Wednesday, May 17th, 2017

Petty: The Biography by Warren Zanes

Review by Mirah W. (mwelday)

I have been a huge fan of Tom Petty for years.  My earliest recollection is finding my sister’s copy of the Full Moon Fever album but my love for Tom Petty really began in 1993 in Miami and Brazil with the Greatest Hits album; it became the music of my summer.  Any time I hear songs from that album I feel compelled to sing along and I am taken back in time. While I’ve attended Tom Petty concerts and listened to his music for years, I really didn’t know much about the man himself.  In comes Petty: The Biography by Warren Zanes.

Zanes chronicles Petty’s life from his childhood in Gainesville, Florida to his meteoric rise in the music industry to his position now as rock royalty.  Petty: The Biography was rated as #4 in Rolling Stone’s top 10 music books of 2015.   Beginning with Tom’s troubled childhood with an abusive father and a mother who tried her best, Tom was determined to get something more from his life that was expected.  It was heartbreaking reading of his accounts of living with his father and the lengths his father’s family went to in an effort to exploit his fame.
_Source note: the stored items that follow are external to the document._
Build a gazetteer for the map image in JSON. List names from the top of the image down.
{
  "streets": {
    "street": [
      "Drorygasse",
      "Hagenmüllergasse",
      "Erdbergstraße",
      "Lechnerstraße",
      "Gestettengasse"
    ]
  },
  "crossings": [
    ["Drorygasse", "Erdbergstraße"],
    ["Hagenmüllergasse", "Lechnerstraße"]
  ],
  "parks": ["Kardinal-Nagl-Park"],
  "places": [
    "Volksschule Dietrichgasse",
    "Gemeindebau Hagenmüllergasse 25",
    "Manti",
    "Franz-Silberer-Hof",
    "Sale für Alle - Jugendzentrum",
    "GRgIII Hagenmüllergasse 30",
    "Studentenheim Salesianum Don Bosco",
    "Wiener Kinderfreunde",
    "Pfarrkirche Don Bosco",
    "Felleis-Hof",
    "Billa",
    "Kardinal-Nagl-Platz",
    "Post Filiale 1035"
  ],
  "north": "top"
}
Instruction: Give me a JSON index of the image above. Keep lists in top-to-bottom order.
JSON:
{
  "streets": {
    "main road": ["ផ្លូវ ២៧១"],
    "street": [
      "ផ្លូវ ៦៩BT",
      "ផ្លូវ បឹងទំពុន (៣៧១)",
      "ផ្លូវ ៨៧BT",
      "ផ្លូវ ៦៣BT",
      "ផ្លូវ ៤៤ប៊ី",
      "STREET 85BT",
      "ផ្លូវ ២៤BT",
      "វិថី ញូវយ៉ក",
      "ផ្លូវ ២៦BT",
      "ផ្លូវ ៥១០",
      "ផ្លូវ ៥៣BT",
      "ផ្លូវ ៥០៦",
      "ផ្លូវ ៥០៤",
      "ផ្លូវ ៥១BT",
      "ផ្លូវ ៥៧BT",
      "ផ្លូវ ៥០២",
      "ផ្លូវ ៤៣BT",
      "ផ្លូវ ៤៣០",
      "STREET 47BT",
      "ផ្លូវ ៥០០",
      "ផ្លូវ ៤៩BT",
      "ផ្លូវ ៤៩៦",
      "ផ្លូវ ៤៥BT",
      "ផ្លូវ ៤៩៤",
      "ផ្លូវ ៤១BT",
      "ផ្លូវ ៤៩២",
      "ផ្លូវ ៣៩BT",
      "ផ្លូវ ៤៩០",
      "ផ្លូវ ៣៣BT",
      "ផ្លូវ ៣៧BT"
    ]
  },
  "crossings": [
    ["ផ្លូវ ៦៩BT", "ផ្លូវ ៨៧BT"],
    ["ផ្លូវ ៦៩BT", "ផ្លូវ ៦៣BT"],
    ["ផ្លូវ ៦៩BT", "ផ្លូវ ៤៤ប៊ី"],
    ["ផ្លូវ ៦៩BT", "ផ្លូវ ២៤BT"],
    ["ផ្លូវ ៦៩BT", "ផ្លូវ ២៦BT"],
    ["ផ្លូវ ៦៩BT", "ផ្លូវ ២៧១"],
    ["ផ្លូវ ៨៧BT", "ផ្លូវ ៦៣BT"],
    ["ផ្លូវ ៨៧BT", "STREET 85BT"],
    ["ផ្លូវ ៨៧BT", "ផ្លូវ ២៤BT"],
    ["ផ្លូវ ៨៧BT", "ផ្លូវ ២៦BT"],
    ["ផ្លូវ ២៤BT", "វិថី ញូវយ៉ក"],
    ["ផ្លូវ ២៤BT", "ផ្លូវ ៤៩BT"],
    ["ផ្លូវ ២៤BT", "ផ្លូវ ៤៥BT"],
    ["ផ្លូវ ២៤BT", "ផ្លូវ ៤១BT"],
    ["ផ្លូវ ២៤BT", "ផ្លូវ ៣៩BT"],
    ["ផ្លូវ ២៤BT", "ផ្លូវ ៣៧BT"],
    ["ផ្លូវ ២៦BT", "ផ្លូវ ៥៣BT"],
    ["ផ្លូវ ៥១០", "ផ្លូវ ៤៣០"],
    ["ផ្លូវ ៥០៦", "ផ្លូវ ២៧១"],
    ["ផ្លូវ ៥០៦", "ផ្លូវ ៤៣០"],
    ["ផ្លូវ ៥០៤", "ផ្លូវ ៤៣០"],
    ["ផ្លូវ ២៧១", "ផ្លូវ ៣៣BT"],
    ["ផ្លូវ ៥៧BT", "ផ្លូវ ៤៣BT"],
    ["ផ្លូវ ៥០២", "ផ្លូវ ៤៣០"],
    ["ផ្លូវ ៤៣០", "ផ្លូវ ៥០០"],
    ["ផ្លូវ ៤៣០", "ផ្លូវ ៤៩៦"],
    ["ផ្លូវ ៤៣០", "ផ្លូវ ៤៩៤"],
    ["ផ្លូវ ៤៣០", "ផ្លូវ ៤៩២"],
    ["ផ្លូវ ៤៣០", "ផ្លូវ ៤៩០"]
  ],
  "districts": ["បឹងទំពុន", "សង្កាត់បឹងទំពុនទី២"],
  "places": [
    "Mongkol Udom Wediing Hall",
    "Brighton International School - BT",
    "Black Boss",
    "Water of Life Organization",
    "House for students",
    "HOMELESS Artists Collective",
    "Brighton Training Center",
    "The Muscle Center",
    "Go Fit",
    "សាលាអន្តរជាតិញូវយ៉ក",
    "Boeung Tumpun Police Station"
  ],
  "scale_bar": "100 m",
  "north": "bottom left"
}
What sticks with me the most was Tom’s admission that having his brother acknowledge and validate Tom’s abuse at the hands of his father proved that he was not alone or making it worse in his mind than it actually was.  I found that to be truly heart wrenching to read.

Tom’s honesty with Zanes about his struggle through the dark times in his life and the roles of his friends, family, and bandmates was illuminating. I felt in the beginning Zanes spent too much time identifying the myriad of former bandmates of Tom’s and it got very overwhelming. I couldn’t keep a lot of the names straight and it was a lot of ‘he was in the band, he was out of the band’.  I think that could have been streamlined quite a bit.  But whether with The Heartbreakers, The Traveling Wilburys, or Mudcrutch, Tom has created unique sounds that fit each band and over the years he has worked at his bands like a business, which I think is what accounted for much of his success.

I admit I was apprehensive about reading this book because I was afraid something would be divulged that would change how I felt about Tom Petty.  Thankfully that did not happen and I got a deepened respect for the man who overcame personal demons and challenges to being a rock and roll legend. I can’t recommend this book enough to other Tom Petty fans.